Fit2Finish: Design your training with the just-right challenge
Fortunately, the game helps us out here in several ways. Because it is demanding, your hard-working players will be training for fitness while they’re working on soccer. Use game play to identify the fitness needed. You can see their lagging fitness from the sidelines when…
- They get shoved off the ball—they need core strength and balance.
- They lose the footrace to the ball—they need sprint speed and quickness.
- Their feet are leaden in the second half—they need endurance conditioning.
- They try the shot with their weaker foot and it dribbles to the keeper—they need targeted strength and coordination in the performance of the skill.
Okay, so now you see it. How to do you train it?
Use the FITS format to design training with the just-right challenge. The factors to consider are Frequency, Intensity, and Time (duration) and Specificity.
- Frequency is how often you perform a specified kind of training: daily, 3X/week, weekly, monthly, etc.
- Intensity is the load or demand of the physical training.
- Time is the duration of training, specifically how long a body system is challenged; hours/day, days/week, etc.
- Specificity means you improve only what you train: the energy system, the muscles, the joints, the bones. Choose what you desire to train and design your fitness with that in mind.
Then comes the tricky part: the proper training load. Overload without overtraining. That is, the body’s systems need to do more than they’re used to or be “overloaded” in order to get stronger. Just a bit more. And that doesn’t just mean more repetitions. When we subject the body to training demands with change in quantity, quality or type of training we can expect improvement. As a healthy body responds to the increased demand, it adapts and readies to accommodate future demands.
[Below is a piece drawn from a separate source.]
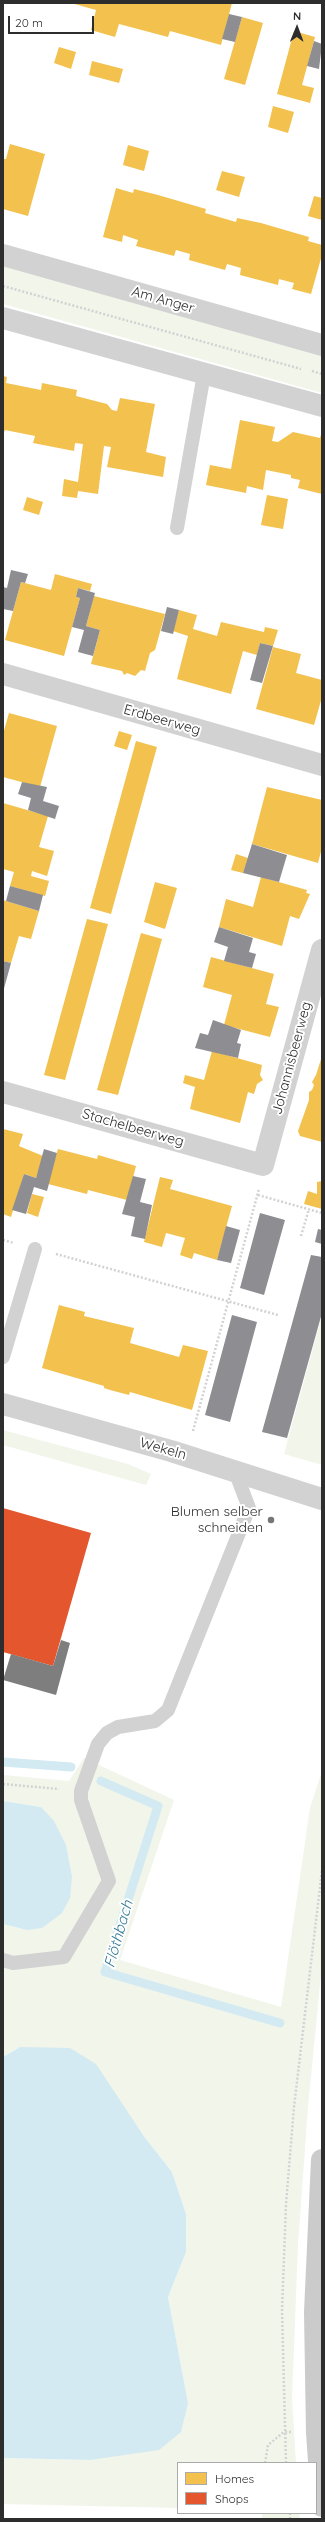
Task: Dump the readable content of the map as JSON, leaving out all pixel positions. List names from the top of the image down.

Here is the proper cycle of training adaptation:
Progression (but make haste slowly)
Progression is where we all go wrong. We want to hurry players along toward their potential. But gradual progression using the FITS elements is what they need to sustain their gains and keep improving. Demanding too much too quickly from a body breaks it down. Without adequate time for recovery, adaptation and growth cannot occur. Ignoring recovery is likely to result in injury, so patience in training is essential. The only way to sustain and build on gains is to follow the alternating pattern: challenge/recover/challenge+. The recovery period doesn’t need to be complete rest, but it must offer sufficient recovery to the system that is rebuilding.
How do you know when it’s too much? Since we know this is about individual kids with individual bodies, it gets complicated. The simple answer is: When their form fails, they are doing too much. Back off.
No pain, no gain. (false) While training can be difficult and sometimes uncomfortable, it shouldn’t hurt. Pain is not a natural consequence of exercise or training; it is a signal from the body that should not be ignored. While high intensity training may result in sore muscles and fatigue, if the athletes are in pain, the training is probably excessive. Never require a young athlete in pain to continue. You would never knowingly do this, right? But don’t even imply it.
Especially for boys, don’t belittle a player who may be in pain by calling him weak or wimpy, and monitor this ribbing among players on the team.
Especially for girls, don’t celebrate the player who finished the game on a sprained ankle. Girls will get the idea that this is what you’re looking for and fail to report a minor injury before it gets full blown.
Don’t play through pain, ever.
So, success in training looks like this:
- Identify what each player needs to improve his or her game.
- Include training to address these needs into your practice plan.
- Monitor the demands by watching for form failure.
- Increase challenge regularly but gradually.
- Allow sufficient rest for recovery.
- No pain. No gain has no place in youth sports.